Cuando ya estaba harta de tratar con niños a los que las bombas habían arrancado un pie o una pierna en los barrios minados de la ciudad y con mujeres que a diario se prendían fuego con gasolina para escapar de su encierro, se enteró de que en el aeropuerto se había organizado una nueva operación de rescate, esta vez encubierta, para sacar a gente del país.
En Madrid, tardó semanas en poder salir a la calle sin el burka, temerosa de las miradas de la gente, que la observaría con ojos acusatorios y libidinosos, condenándola al sufrimiento eterno. En la casa donde fue acogida, se pintaba los ojos con gena; los labios, negros como la muerte: quería ser la muerte. En cuanto aprendió español, empezó a trabajar como cuidadora y luego como enfermera. Ya solo llevaba el chador. Se aficionó a la astronomía y, en cuanto tuvo valor, empezó a ir a la sierra a mirar el cielo, que en la ciudad era grisáceo y estaba muerto. Necesitaba el contacto con aquel universo que veía desde el patio de su casa en el pueblo, cuando la Vía Láctea se deslizaba en todo su esplendor entre las montañas. Millones de estrellas y planetas, millones de cabras, ovejas, pastores, niños y niñas como ella en una infinidad de casas de adobe desperdigadas por una infinidad de montañas, valles llenos de pistacheros, ríos de miel, praderas que se mantenían verdes todo el año en tantos y tantos planetas como estrellas.

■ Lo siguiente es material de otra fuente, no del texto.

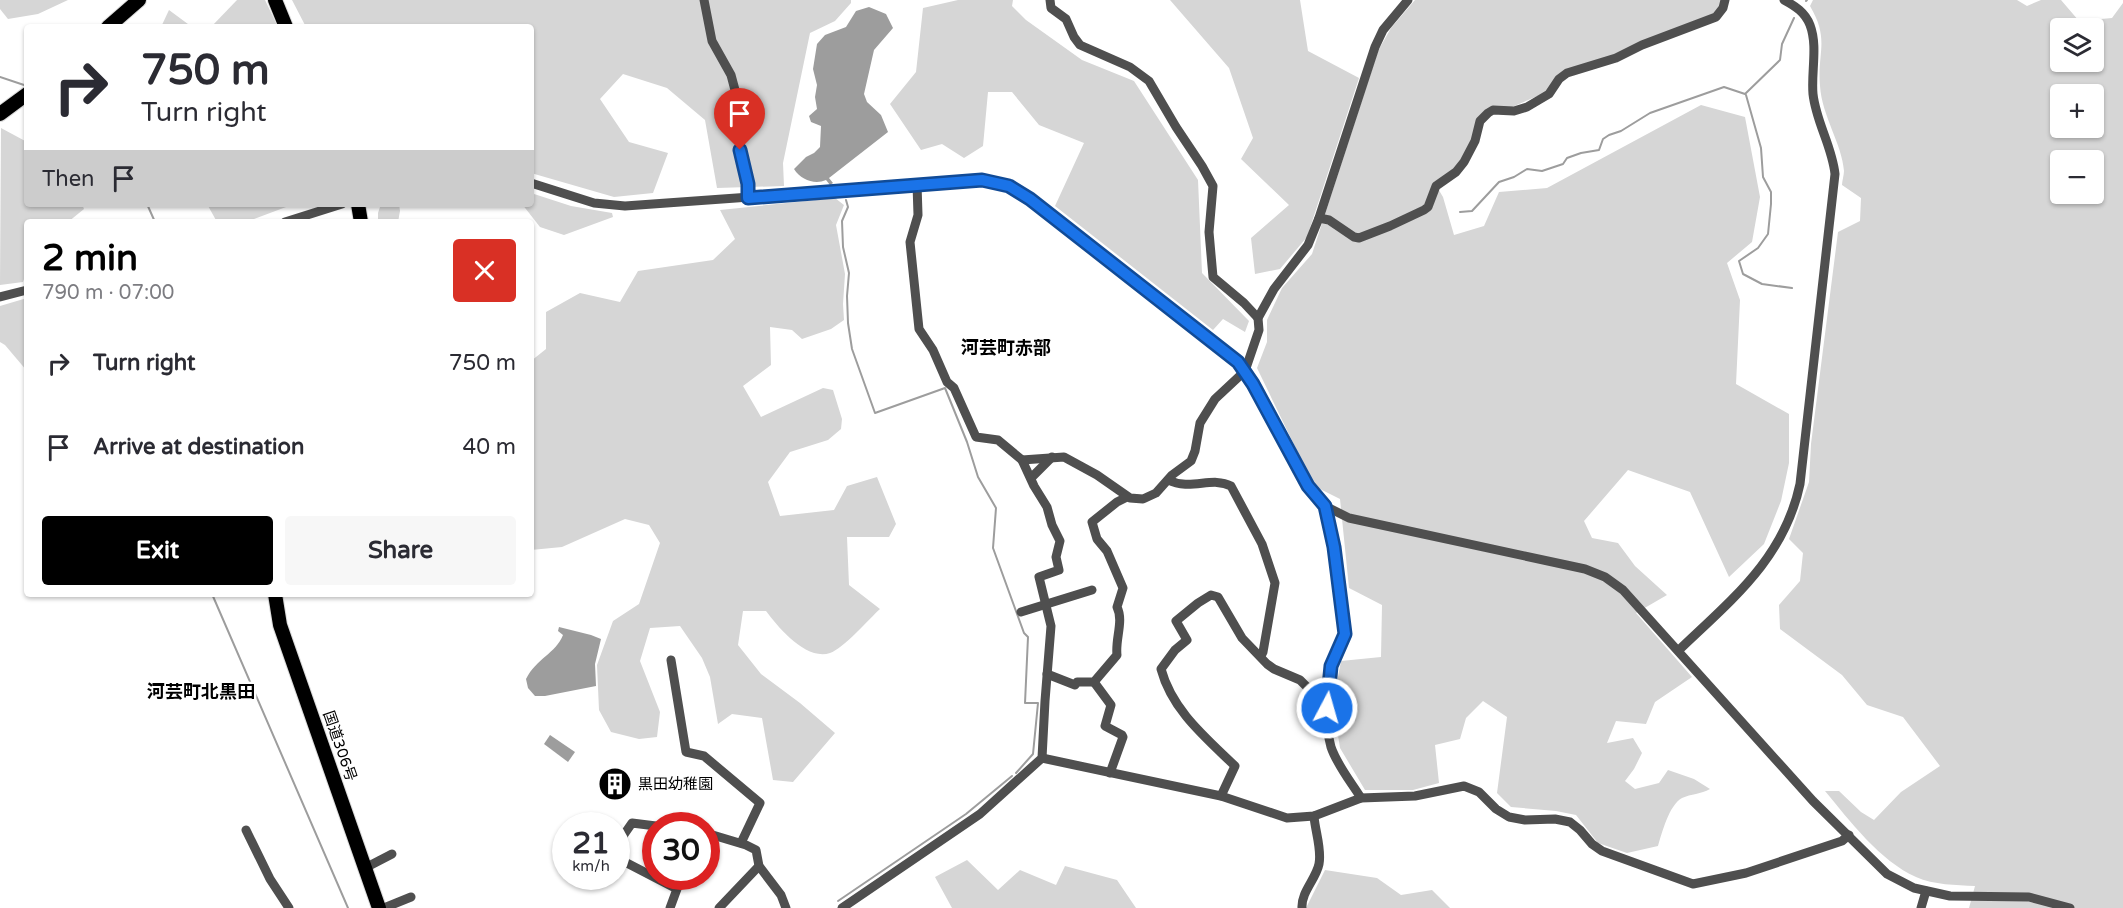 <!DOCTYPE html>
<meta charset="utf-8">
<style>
body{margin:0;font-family:"Varela Round","Noto Sans JP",sans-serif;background:#f7f7f7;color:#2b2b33;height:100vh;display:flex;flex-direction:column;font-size:22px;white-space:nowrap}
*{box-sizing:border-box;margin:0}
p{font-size:20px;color:#7c7c81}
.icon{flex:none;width:33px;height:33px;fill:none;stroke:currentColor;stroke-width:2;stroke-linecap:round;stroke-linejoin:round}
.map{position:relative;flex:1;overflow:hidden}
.panel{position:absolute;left:24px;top:219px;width:510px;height:378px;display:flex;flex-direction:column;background:#fff;border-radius:6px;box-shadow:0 2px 4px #0004}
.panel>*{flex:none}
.hud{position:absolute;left:24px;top:24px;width:510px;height:183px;border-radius:6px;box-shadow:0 2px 4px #0004;background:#fff;color:#2b2b33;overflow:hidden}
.buttons{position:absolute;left:2050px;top:18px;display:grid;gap:12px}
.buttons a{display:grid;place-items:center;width:54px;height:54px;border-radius:6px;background:#fff;box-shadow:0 2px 4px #0004;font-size:30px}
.speed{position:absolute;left:552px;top:812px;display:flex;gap:12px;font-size:30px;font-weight:700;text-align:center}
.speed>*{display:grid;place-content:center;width:78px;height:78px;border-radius:50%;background:#fff;box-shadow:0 2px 4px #0004;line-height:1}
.speed small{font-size:15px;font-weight:400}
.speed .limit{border:9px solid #d22;background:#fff;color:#111}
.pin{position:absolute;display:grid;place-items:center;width:51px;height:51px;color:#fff;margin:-62px -26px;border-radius:50% 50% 50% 0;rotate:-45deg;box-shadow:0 0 6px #0007}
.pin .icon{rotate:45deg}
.me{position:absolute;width:66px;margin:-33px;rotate:6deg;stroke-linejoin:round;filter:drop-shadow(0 0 4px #0008)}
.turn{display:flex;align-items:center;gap:21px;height:126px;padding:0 18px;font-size:27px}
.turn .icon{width:78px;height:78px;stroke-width:2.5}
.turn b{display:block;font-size:42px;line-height:51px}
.then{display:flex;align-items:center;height:57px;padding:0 18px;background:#0003;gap:12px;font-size:22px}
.round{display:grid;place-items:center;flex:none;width:63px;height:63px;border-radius:6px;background:#f7f7f7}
.head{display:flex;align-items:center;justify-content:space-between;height:102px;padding:0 18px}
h1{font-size:36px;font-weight:700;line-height:45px;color:#000}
.cta{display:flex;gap:12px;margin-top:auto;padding:12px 18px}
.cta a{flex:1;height:69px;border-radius:6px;background:#000;color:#fff;font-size:24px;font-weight:700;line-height:69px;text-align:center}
.cta a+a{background:#f7f7f7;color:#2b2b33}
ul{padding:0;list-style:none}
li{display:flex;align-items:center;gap:18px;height:84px;padding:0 18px}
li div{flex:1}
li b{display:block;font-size:22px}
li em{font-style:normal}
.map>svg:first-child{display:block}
.green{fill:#d6d6d6;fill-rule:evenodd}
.water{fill:#9d9d9d}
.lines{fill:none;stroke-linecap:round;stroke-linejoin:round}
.stream{stroke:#9d9d9d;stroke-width:2}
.highway-casing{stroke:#dbdbdb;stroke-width:16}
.minor{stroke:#4f4f4f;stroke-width:9}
.highway{stroke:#000;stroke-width:14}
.route-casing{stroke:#114b97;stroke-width:15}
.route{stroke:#1a73e8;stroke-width:10}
.labels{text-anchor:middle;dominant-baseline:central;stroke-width:4.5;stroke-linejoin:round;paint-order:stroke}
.street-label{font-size:15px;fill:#000;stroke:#fff}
.poi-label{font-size:15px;fill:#000;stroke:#fff;text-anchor:start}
.quarter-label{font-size:18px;font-weight:bold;fill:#000;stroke:#fff}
</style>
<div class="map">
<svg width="2123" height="908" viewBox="0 0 2123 908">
<rect width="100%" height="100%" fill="#fff"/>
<g class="green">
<path d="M0 0H68L38 14 8 19 0 9Z"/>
<path d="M237 0H265L278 27H211Z"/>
<path d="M292 0H851V3L835 21 810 33 783 163 784 186 717 188 705 120 667 88 623 74 600 99 629 142 668 153 653 193 614 197 531 173V27H306Z"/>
<path d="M958 0H1013L1012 6 1026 20 1082 60 1134 81 1198 180 1202 273 1249 321 1245 332 1223 319 1213 330 1055 206 1084 143 1039 125 1012 92H988L983 146 964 158 942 144 921 150 890 104 916 72 923 8Z"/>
<path d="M1170 0H1300L1308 51 1359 78 1307 237 1280 269 1255 274 1251 238 1289 205 1241 159 1253 138 1229 68Z"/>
<path d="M1415 0H1723L1715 15 1613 55 1567 71 1547 92 1512 107H1492L1456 170 1434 182 1443 197 1454 235 1484 226 1499 192 1547 188 1701 105 1745 117 1760 197 1752 242 1727 263 1740 300 1736 384 1789 414V463L1781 501 1764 544 1729 577 1690 492 1628 470 1584 521 1592 538 1618 543 1635 566 1667 595 1636 613 1692 677 1655 702 1646 724 1616 721 1607 743 1633 738 1642 753 1634 769 1625 781 1635 789 1659 783 1668 770 1694 779 1710 789C1701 794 1691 794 1682 798 1669 805 1662 833 1658 846L1627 853 1598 843 1576 815 1556 811 1511 807 1497 793 1507 717 1483 701 1466 718 1460 739 1435 745 1439 783 1413 790H1365L1340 748 1333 704 1341 661 1381 657 1382 605 1349 588 1340 499 1314 486 1257 368 1267 342V320L1282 288 1312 254 1378 51 1391 28Z"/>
<path d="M1813 0H2017L2027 6 2041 0H2061L2079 21 2112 18 2123 3V908H1969L1975 886C1956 885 1934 885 1916 877 1880 861 1849 820 1825 791H1839L1861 812 1874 820 1901 792 1940 766 1903 717 1867 705 1842 675 1780 629 1779 605 1800 581 1803 553 1789 539 1809 482 1811 444 1838 232 1860 221 1861 198 1842 185C1842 181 1844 175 1844 171 1842 144 1822 116 1820 86 1817 52 1830 40 1810 6ZM2061 28H2094V62H2061ZM2061 94H2094V128H2061ZM2061 160H2094V194H2061Z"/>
<path d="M169 10 192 27H161Z"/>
<path d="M1 128 27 142V204H82L84 209 68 222H27V271L23 282 0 285Z"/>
<path d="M531 193 571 206 612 213 613 217 564 235 540 227 522 204H531Z"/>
<path d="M835 198 844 205 836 225 845 274 843 304 844 320 831 329 802 339 792 330 770 327 771 365 743 386 761 417 823 388 833 390 842 419 841 429 828 440 790 452 768 482 780 516 834 510 847 486 877 477 896 524 889 537H847L849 585 880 609C869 619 843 649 830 653 806 661 778 627 766 611H743L738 645 761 674 800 703 835 733 793 782 773 780 762 718 732 714 718 724 710 677 702 658 680 626 650 628 640 661 660 712 657 737 639 739 611 732 599 710 597 665 613 621 639 604 660 543 649 525 625 519 562 547 531 550V361L546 349V312L580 293 620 302 638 271 713 260 735 239 720 210Z"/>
<path d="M207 204H285L286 207 246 222H217Z"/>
<path d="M381 204H399L400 211 398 222H378V213Z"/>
<path d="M27 298V371L5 345 0 342V306Z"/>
<path d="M967 860 998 890 1020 870 1056 885 1065 866 1117 880 1136 908H952L935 877Z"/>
<path d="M1325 870 1377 878 1401 895 1432 890 1450 908H1306Z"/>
</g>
<g class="water">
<path d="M869 7 886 14 893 28 874 50 864 94 867 102 881 115 888 132 829 178 833 183 830 185 826 180C815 185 801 180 794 169L806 157 814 153 820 147 821 126 811 122 809 116 817 109 815 97 817 85 813 69 817 44 825 35 846 27 856 11Z"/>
<path d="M559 627 591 635 601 639 595 664 596 686 545 696H535L528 688 526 679C536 659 556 653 563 635L558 631Z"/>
<path d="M550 735 575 752 568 762 544 744Z"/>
</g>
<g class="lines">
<g class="stream">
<path d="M1806 1 1807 0"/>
<path d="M0 77 27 86"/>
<path d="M1746 95 1761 148 1763 177 1771 192V204L1768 234 1758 248 1739 261 1743 274 1762 284 1792 288"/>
<path d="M846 200 848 207 842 221 843 247 849 273 847 296 848 323 852 349 875 413 945 388 967 442 978 477 996 508 993 548 1024 633 1028 637 1025 703H1038L1033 754 1016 773"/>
<path d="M147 204 155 222"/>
<path d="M1460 212 1472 211 1499 182 1514 177 1527 169 1542 171 1563 164 1567 158 1581 153 1599 150 1603 139 1609 135 1621 131 1650 113 1724 87 1745 94 1780 60 1782 44 1794 18"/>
<path d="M212 594 348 908"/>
<path d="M838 901 966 814 1012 776"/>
</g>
<defs>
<g id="highway">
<path d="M275 0 286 27"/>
<path d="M108 27 139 0"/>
<path d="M0 114 27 94"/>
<path d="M358 204 361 222"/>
<path d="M275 594 280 625 288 648 379 908"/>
</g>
</defs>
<use href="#highway" class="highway-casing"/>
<g class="minor">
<path d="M704 0 712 41 731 75 735 90 739 115V141L748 184V198"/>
<path d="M1050 0 1051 8 1066 19 1074 37 1080 45 1130 67 1149 81 1176 127 1202 166 1213 186 1209 232 1213 277 1244 303 1258 318"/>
<path d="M531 183 594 203 625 206 973 181 990 180 1016 190 1238 362 1253 384 1308 486 1325 506 1349 518 1585 569 1605 577 1623 590 1813 801 1887 874 1914 888 1950 896 2029 897 2070 908"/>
<path d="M1319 218 1329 220 1354 237 1359 238 1390 226 1424 210 1428 207 1436 186 1456 172 1464 162 1475 141 1480 121 1488 113 1493 110 1514 111 1527 107 1549 94 1559 79 1567 73 1616 58 1642 45 1716 17 1723 8 1725 0"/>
<path d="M285 222 342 204"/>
<path d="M0 297 27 290"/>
<path d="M1022 460 1064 457 1097 475 1130 498 1143 499 1156 493 1172 475 1191 461 1195 451 1200 423 1215 399 1245 371 1259 330 1258 318 1274 289 1308 245 1319 218 1375 47 1383 30 1408 0"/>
<path d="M1031 478 1052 457"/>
<path d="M1168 480C1191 491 1212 476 1231 486L1262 544 1275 583 1263 652 1261 656"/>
<path d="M1325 506C1334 547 1343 590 1345 632 1345 645 1334 653 1331 665 1326 691 1324 721 1331 747 1337 765 1351 782 1361 798"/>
<path d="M1021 612 1092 590"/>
<path d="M1679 650C1731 600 1784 559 1800 484L1835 174C1832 146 1816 122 1813 94 1811 72 1818 46 1810 25 1805 12 1795 6 1784 0"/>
<path d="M671 660 686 752 704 756 760 803 741 843"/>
<path d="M1047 674 1075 685 1077 682H1094L1117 655C1115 639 1124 621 1117 607L1123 588 1107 551 1097 539 1092 522 1117 502 1127 497"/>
<path d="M1094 682 1111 705 1105 726 1122 735 1123 737 1110 773"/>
<path d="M1042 758 1221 796 1287 818 1314 816 1361 798 1415 796 1464 786 1479 792 1496 809 1509 817 1525 820 1555 819 1570 822 1580 830 1592 844 1602 851 1693 884 1746 873 1842 841 1849 835"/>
<path d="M1221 796 1235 766C1205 737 1172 710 1161 669L1175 650 1187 640 1176 621 1198 603 1211 595 1218 597 1242 638 1267 664 1274 669 1300 680 1327 707"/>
<path d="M246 830 270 879 289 908"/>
<path d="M706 833 746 845 756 850 759 866 781 895 786 908"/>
<path d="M616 846 632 823 656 826"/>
<path d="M616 854 623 861 677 889 670 908"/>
<path d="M365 868 392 854"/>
<path d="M384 908 411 897"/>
<path d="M719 908 759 866"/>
<path d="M842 908 980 814 1042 758 1045 701 1051 626 1039 577 1059 570 1056 557 1060 541 1052 525 1047 507 1034 486 1022 460 998 440 976 437 954 388 947 382 933 350 919 329 910 242 918 215 917 184"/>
<path d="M1302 908C1301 892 1316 879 1319 864 1322 849 1315 831 1314 816"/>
<path d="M1921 908 1926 891"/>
</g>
<use href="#highway" class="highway"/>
</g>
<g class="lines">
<defs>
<path id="route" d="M740 150 748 184V198L982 180 1009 186 1030 199 1238 362 1253 384 1308 486 1325 506 1334 547 1345 634 1331 666 1327 708"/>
</defs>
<use href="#route" class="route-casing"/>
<use href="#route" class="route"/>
</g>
<defs>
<symbol id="building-disc" viewBox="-11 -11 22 22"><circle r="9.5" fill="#000" stroke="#fff"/><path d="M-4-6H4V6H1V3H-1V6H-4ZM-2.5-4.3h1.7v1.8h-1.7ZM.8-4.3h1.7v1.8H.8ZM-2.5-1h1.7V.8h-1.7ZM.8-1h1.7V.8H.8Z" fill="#fff"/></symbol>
</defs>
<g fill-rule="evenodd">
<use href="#building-disc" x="596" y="765" width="38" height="38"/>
</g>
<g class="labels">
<g class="street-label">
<text transform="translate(340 746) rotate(71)">国道306号</text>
</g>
<g class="poi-label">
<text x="638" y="784">黒田幼稚園</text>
</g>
<g class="quarter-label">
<text x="1006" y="348">河芸町赤部</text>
<text x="201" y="692">河芸町北黒田</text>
</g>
</g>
</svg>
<div class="buttons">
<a><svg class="icon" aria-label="layers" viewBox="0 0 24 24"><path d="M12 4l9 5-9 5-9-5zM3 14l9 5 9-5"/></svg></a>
<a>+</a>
<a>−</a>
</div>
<div class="speed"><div>21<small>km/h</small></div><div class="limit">30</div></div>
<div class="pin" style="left:740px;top:150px;background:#d93025"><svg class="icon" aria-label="arrive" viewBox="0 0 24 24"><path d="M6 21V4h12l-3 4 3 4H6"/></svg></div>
<svg class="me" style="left:1327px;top:708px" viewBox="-20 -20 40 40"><circle r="17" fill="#1a73e8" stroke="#fff" stroke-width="3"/><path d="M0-11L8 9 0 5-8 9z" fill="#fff"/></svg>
<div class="hud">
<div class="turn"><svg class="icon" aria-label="right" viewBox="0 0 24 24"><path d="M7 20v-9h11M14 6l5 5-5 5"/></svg><div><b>750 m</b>Turn right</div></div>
<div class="then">Then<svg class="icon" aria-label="arrive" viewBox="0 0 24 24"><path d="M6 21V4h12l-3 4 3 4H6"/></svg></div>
</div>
<section class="panel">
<div class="head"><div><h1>2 min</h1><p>790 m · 07:00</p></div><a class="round" style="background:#d93025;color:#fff"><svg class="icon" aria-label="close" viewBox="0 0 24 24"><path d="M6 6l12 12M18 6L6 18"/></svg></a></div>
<ul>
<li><svg class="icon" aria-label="right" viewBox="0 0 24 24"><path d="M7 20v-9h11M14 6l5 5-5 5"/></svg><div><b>Turn right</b></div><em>750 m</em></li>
<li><svg class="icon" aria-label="arrive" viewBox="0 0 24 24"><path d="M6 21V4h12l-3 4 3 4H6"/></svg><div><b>Arrive at destination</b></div><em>40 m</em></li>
</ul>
<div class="cta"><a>Exit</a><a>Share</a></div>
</section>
</div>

Un día, un astrónomo ruso con el que había hecho amistad por internet, le contó algo que debía ser un secreto: un asteroide de ochocientos kilómetros había entrado en el Sistema Solar. Los cálculos indicaban que se estrellaría contra la Tierra en poco más de diez años. No podía detenerse, ni cambiar de rumbo, el fin era inevitable.
Cuando pudo confirmar que era cierto, una noche de primavera, salió a la calle sin el pañuelo y, cuando estaba en el parque del Retiro y vio el cielo, por primera vez en mucho tiempo cuajado de estrellas en plena ciudad, se dio cuenta de que era libre. Fue cuando vio un punto blanco que se desplazaba a gran velocidad por el firmamento, probablemente la estación espacial internacional, pero ella pensó que tal vez era el asteroide, que ya era visible y que venía para terminar con la vida en este planeta. Pensó en su tierra, en su gente, y supo que todo lo que contenía el mundo era una creación de nuestros sentidos, que era nuestra propia conciencia lo que le había dado vida y que la misma conciencia había decidido que el camino elegido era equivocado o que había llegado el momento de terminar con la experiencia y empezar de nuevo.